Data in this exercise —
^^^^^^^^^^^^^^^^

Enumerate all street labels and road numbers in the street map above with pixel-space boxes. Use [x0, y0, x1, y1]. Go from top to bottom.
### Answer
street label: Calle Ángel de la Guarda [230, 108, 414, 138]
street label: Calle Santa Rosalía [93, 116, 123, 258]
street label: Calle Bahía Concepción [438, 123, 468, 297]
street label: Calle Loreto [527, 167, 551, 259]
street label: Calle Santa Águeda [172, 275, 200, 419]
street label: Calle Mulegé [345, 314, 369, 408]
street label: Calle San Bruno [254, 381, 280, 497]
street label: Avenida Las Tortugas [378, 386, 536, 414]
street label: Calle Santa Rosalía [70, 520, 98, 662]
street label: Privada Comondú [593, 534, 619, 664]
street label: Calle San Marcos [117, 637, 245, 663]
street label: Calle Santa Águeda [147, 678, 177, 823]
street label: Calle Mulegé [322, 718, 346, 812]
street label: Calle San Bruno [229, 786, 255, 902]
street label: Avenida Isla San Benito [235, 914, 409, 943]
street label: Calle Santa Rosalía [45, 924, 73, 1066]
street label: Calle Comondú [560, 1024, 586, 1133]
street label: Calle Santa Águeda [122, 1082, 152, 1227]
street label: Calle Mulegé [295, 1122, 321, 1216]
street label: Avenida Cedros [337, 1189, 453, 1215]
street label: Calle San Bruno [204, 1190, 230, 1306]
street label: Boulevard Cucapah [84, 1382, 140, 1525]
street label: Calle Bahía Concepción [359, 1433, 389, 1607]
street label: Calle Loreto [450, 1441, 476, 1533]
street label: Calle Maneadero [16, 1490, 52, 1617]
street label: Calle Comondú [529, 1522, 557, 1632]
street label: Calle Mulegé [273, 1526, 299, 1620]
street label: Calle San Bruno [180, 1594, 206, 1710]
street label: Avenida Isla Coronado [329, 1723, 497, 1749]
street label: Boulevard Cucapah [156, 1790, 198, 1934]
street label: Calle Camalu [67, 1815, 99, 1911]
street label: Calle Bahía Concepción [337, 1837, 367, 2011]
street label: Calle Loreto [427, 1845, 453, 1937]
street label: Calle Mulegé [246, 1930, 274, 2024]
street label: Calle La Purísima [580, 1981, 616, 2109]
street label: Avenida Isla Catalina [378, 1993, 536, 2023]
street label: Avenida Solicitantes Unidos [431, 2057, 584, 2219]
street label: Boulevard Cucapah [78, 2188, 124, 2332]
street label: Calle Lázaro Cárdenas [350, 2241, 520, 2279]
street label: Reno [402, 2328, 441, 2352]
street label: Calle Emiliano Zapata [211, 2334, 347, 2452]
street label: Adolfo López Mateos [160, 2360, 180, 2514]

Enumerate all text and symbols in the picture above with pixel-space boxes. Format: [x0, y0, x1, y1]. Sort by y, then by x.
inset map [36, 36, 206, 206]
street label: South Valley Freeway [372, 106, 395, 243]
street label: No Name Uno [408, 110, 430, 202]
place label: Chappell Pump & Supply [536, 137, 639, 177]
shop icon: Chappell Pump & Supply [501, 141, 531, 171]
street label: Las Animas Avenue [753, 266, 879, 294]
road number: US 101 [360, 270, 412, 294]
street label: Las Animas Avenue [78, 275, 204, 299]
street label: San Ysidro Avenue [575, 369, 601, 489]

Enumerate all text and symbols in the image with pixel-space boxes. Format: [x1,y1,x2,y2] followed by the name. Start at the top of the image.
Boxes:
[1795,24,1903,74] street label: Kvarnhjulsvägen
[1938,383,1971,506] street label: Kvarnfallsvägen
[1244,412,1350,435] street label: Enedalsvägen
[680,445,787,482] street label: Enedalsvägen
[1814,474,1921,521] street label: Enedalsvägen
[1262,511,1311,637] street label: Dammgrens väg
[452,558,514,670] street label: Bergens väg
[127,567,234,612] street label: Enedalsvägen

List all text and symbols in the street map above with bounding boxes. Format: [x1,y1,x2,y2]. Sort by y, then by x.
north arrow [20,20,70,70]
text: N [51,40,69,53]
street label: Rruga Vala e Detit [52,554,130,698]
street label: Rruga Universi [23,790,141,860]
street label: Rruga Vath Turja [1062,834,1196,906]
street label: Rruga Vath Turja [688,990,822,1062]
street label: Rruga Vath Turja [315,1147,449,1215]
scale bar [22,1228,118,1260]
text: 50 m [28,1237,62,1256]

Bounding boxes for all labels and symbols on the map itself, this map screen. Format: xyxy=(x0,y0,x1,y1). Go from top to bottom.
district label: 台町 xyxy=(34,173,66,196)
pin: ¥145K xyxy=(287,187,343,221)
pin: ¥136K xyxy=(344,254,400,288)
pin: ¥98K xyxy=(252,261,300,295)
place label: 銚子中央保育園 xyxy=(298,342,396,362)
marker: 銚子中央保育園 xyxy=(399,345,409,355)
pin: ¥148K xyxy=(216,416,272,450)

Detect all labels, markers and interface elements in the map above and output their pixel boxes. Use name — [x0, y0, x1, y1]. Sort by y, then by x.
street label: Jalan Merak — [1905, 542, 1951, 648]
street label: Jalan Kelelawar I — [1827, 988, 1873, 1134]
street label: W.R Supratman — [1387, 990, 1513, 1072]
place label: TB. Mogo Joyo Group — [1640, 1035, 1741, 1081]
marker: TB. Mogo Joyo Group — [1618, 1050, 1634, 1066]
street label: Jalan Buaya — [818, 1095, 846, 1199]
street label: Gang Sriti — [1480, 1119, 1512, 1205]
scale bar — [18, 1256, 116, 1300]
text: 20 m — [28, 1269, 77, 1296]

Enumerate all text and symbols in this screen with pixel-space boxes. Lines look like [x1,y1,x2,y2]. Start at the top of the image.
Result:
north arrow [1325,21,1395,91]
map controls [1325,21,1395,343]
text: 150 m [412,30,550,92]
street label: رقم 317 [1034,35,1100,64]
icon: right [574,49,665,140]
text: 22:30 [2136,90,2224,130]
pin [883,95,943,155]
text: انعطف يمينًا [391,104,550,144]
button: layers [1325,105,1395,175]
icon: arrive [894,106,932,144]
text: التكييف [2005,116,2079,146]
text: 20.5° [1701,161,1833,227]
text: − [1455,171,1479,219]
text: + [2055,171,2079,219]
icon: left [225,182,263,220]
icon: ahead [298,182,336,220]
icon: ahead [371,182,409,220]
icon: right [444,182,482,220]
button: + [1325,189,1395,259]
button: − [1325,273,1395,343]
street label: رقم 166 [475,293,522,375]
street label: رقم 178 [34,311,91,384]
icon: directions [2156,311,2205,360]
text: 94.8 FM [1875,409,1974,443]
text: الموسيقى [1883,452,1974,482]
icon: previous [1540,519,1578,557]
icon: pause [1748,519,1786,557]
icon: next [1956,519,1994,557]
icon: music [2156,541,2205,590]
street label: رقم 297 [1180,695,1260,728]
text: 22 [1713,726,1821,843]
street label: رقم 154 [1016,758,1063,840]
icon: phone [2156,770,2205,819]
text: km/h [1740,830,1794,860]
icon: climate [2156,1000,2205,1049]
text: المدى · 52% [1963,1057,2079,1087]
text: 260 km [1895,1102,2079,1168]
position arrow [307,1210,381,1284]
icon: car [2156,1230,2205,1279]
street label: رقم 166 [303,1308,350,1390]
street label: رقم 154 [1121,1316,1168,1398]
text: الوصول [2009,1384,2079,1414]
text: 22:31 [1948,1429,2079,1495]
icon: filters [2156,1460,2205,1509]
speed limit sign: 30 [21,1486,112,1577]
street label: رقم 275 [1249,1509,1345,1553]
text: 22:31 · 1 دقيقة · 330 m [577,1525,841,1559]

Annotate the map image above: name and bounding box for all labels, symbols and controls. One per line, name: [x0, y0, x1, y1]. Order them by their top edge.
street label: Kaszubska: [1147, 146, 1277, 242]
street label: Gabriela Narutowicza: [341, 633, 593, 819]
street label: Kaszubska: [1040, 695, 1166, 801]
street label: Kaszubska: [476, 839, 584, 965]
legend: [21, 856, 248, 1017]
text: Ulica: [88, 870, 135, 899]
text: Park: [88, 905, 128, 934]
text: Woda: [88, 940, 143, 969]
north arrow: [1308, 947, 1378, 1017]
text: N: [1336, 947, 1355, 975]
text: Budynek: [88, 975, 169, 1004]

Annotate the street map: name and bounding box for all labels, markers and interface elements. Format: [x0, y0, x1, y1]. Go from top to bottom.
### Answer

^^^^^^^^^^^^^^^^

Filter the listing for the word "Start" and copy every line that holds it.

Worked solution —
Enumerate all text and symbols in the image with pixel-space boxes. Format: [x1,y1,x2,y2] followed by the name. Start at the top of the image.
Enumerate all text and symbols in this screen with pixel-space boxes. Lines look like [x1,y1,x2,y2]. Start at the top of the image.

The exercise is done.